Work order: From the records below, copy out each line that has the word "paint".

Exercise data: Begin

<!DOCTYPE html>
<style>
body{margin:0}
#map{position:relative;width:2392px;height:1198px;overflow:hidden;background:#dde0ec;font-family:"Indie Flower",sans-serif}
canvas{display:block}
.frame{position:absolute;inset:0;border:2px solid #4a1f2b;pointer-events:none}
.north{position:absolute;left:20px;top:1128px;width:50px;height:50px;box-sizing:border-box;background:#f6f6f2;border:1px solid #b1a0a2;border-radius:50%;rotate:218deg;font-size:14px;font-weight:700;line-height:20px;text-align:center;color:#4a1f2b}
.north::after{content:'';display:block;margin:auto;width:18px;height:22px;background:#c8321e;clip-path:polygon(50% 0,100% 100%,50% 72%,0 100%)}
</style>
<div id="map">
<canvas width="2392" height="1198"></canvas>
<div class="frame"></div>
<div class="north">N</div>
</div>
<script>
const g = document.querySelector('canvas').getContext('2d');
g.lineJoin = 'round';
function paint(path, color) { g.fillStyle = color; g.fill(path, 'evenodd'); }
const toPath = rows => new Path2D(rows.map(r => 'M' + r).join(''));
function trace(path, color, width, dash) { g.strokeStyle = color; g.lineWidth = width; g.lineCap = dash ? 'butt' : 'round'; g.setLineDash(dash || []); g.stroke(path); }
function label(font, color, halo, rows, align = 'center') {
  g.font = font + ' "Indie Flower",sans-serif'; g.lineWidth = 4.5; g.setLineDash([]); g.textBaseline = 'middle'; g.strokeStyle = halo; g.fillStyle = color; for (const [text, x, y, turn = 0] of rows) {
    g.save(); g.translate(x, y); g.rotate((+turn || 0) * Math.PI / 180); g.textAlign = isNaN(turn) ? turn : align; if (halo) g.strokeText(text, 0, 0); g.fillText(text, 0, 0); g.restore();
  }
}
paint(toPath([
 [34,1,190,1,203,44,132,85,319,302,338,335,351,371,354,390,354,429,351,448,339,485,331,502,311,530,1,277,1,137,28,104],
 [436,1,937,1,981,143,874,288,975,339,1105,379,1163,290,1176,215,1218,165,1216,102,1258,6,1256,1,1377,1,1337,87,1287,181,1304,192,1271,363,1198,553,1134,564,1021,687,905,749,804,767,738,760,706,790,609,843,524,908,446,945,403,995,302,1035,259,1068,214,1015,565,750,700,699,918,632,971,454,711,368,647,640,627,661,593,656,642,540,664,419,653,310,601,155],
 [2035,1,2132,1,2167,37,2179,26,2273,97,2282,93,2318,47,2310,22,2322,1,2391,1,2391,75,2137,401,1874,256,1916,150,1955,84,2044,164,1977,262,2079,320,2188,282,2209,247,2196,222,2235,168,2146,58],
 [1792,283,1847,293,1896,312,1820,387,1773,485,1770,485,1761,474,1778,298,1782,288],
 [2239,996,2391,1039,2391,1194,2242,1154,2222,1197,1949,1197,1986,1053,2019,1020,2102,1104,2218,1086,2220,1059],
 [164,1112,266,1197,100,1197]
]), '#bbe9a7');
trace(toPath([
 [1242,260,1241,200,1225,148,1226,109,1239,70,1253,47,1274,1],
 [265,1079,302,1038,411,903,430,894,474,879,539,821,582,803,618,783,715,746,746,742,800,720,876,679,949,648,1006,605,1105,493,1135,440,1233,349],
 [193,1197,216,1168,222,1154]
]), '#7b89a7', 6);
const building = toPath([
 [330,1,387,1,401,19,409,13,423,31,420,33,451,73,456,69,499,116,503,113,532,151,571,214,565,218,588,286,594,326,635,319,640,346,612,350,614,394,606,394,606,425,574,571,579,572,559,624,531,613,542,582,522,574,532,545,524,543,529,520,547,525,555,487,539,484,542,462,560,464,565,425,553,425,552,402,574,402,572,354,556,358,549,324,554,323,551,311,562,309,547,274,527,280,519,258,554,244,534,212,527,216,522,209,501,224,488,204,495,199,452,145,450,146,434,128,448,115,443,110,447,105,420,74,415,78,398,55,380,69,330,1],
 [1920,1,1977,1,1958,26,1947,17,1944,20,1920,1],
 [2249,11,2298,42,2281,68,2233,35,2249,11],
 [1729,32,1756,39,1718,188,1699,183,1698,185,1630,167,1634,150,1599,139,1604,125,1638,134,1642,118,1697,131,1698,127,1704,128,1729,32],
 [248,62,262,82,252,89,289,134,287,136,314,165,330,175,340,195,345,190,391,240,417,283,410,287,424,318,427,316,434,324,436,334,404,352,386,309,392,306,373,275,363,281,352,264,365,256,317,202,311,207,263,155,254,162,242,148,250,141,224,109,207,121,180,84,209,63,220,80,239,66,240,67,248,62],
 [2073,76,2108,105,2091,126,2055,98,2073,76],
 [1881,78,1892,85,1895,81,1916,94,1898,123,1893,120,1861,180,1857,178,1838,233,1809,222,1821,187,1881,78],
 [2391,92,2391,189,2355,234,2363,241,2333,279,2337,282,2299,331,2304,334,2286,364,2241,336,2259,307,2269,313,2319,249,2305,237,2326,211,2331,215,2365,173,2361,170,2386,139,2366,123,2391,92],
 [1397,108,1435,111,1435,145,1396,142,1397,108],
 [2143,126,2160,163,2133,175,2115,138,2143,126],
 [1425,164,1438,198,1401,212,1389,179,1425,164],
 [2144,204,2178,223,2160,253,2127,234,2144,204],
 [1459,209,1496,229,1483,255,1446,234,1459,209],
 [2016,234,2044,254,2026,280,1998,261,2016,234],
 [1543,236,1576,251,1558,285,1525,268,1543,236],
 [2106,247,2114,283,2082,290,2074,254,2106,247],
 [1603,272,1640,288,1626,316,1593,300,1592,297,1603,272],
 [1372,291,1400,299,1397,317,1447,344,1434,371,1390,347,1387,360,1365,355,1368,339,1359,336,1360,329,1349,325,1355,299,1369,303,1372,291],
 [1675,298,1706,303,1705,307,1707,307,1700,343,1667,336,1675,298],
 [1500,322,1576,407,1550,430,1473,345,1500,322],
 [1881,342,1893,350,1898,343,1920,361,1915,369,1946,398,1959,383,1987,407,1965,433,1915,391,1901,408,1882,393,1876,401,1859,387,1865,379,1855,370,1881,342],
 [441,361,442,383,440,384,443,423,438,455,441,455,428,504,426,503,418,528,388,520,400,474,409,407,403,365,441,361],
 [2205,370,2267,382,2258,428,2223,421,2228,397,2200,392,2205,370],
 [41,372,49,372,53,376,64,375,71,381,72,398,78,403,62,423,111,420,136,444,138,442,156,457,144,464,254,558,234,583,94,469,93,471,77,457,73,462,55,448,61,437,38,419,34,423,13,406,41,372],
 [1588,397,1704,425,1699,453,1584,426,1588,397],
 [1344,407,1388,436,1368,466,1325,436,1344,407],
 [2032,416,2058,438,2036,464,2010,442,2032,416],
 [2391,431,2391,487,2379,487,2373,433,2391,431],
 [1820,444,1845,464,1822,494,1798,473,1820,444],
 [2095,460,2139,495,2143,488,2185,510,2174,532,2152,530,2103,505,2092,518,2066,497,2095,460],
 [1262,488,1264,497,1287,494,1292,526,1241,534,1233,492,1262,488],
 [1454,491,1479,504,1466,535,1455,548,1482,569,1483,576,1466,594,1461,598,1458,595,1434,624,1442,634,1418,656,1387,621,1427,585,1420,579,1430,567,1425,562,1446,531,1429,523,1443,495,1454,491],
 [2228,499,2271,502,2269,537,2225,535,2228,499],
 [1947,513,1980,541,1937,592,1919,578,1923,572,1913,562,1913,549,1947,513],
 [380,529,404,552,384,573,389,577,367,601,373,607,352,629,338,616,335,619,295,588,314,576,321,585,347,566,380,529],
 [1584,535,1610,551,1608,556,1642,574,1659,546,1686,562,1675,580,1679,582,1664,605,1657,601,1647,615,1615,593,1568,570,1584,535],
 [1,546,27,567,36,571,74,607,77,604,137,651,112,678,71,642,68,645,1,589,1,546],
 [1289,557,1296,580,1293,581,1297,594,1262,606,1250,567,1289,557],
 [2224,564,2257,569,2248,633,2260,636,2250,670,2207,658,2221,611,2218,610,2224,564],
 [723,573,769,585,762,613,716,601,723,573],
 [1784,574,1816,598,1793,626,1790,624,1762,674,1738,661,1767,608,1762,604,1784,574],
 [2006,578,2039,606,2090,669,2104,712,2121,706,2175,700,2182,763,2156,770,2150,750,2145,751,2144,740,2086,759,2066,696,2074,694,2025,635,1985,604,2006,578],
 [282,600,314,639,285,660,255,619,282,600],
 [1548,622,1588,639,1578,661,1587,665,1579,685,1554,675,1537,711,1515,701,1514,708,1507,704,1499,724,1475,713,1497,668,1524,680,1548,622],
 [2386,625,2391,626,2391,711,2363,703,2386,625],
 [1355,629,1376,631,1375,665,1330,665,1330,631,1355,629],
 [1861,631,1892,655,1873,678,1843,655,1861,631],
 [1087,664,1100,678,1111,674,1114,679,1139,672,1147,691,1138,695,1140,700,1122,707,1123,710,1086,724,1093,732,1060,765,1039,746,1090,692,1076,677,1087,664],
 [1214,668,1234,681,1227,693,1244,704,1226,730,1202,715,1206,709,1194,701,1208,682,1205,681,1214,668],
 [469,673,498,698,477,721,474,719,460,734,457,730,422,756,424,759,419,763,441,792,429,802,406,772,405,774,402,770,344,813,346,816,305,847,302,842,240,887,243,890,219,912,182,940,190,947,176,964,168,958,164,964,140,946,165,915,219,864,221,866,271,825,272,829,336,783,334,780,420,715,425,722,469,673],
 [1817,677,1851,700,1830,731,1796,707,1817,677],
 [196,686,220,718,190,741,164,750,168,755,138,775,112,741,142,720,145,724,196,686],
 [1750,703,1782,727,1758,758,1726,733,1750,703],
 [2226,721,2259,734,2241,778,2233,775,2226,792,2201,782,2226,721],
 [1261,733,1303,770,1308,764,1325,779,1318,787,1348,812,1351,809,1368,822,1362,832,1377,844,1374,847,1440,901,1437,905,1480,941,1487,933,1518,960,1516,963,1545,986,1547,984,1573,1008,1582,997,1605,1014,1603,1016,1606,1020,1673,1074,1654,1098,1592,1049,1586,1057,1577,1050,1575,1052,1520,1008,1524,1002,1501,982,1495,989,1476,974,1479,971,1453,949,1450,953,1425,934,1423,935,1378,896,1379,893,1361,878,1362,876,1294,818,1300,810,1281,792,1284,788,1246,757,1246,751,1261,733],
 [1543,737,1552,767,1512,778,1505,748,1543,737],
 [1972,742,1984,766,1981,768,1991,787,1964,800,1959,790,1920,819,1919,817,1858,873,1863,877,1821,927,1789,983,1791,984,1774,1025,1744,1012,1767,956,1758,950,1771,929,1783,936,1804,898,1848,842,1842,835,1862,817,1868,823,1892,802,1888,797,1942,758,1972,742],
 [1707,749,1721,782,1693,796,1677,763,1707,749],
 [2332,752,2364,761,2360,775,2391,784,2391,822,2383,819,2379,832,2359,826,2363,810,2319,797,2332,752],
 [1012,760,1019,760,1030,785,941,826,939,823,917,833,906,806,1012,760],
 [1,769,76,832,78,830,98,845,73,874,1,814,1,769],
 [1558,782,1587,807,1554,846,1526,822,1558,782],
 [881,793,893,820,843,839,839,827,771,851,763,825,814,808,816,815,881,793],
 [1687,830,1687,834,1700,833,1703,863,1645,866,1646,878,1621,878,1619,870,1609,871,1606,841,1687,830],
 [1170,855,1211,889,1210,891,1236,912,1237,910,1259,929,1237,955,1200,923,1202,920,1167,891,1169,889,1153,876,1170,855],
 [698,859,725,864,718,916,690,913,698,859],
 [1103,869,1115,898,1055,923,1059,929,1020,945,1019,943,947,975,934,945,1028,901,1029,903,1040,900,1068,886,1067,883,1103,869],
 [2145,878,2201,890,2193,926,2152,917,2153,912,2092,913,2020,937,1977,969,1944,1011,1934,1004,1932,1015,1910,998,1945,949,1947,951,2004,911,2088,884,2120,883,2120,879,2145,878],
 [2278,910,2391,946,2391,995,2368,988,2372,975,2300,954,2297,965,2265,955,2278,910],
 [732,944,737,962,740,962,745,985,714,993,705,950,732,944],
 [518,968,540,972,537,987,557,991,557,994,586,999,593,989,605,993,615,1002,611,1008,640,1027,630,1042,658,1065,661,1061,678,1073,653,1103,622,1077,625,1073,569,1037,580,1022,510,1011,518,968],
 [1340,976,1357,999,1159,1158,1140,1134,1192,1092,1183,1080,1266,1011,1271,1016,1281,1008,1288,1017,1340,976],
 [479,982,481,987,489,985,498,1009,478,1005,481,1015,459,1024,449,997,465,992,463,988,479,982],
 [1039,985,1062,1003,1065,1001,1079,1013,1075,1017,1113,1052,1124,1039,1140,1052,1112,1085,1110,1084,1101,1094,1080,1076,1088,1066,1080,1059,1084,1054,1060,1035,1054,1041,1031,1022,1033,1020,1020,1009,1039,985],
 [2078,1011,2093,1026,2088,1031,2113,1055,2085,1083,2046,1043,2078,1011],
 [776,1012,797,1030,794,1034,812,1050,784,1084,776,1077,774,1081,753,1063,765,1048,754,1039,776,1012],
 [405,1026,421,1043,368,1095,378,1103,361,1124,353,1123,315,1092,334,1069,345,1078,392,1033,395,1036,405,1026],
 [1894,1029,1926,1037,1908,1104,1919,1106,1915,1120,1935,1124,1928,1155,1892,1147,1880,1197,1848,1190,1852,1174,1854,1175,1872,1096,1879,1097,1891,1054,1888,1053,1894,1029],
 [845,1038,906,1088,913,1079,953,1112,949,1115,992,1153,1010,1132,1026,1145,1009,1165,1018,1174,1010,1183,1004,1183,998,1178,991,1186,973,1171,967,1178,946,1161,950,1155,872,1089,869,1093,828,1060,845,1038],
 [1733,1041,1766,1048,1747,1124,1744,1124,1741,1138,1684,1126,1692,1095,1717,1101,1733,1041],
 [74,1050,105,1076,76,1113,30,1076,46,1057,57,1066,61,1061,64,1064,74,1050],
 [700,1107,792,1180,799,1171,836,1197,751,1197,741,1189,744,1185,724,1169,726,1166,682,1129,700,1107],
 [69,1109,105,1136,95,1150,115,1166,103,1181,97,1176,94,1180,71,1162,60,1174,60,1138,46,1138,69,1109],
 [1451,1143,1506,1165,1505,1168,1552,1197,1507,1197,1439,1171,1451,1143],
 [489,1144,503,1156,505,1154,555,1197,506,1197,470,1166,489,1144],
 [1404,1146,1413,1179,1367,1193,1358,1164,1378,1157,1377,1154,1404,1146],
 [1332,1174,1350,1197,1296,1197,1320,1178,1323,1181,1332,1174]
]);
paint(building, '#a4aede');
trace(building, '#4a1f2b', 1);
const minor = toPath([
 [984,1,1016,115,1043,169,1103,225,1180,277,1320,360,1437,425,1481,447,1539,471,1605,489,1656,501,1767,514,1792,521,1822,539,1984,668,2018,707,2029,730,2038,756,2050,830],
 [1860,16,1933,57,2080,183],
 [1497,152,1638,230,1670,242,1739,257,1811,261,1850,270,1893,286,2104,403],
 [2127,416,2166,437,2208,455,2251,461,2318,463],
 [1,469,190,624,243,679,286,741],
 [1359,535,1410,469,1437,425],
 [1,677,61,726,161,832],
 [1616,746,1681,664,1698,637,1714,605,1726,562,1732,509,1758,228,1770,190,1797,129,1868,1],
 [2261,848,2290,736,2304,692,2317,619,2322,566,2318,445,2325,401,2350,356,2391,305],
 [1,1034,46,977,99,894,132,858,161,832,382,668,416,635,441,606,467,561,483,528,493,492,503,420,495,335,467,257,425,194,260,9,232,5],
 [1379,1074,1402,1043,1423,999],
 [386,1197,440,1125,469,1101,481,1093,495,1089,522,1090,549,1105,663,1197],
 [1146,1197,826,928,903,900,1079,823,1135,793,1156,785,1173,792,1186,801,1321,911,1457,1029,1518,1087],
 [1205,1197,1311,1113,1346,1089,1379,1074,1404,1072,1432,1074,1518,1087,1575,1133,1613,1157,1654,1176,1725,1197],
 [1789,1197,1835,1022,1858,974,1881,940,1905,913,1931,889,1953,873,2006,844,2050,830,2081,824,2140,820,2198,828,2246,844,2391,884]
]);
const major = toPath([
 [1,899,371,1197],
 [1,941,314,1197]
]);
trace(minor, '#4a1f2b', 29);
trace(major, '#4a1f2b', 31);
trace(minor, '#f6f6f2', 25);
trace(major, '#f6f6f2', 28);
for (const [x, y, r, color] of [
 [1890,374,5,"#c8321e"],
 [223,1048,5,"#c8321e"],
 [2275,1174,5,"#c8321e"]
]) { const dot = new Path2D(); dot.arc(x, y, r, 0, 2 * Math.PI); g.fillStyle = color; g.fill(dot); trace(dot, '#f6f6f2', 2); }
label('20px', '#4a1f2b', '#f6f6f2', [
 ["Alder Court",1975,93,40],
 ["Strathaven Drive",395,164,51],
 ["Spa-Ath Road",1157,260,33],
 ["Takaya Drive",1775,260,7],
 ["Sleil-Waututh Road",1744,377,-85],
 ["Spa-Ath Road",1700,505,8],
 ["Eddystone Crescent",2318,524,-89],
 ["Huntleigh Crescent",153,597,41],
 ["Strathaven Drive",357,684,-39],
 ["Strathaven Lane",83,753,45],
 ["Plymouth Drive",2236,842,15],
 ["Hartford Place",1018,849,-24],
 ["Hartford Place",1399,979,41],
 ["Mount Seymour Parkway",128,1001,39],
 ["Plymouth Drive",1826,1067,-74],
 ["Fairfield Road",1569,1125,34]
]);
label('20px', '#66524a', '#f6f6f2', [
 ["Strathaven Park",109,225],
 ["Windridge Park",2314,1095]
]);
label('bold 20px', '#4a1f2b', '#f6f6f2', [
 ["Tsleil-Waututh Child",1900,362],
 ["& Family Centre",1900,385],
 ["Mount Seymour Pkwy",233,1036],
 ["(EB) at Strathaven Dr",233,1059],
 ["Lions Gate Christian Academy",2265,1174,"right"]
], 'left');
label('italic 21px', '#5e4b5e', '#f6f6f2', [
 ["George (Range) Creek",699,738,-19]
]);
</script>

Exercise data: End

Reply:
function paint(path, color) { g.fillStyle = color; g.fill(path, 'evenodd'); }
paint(toPath([
paint(building, '#a4aede');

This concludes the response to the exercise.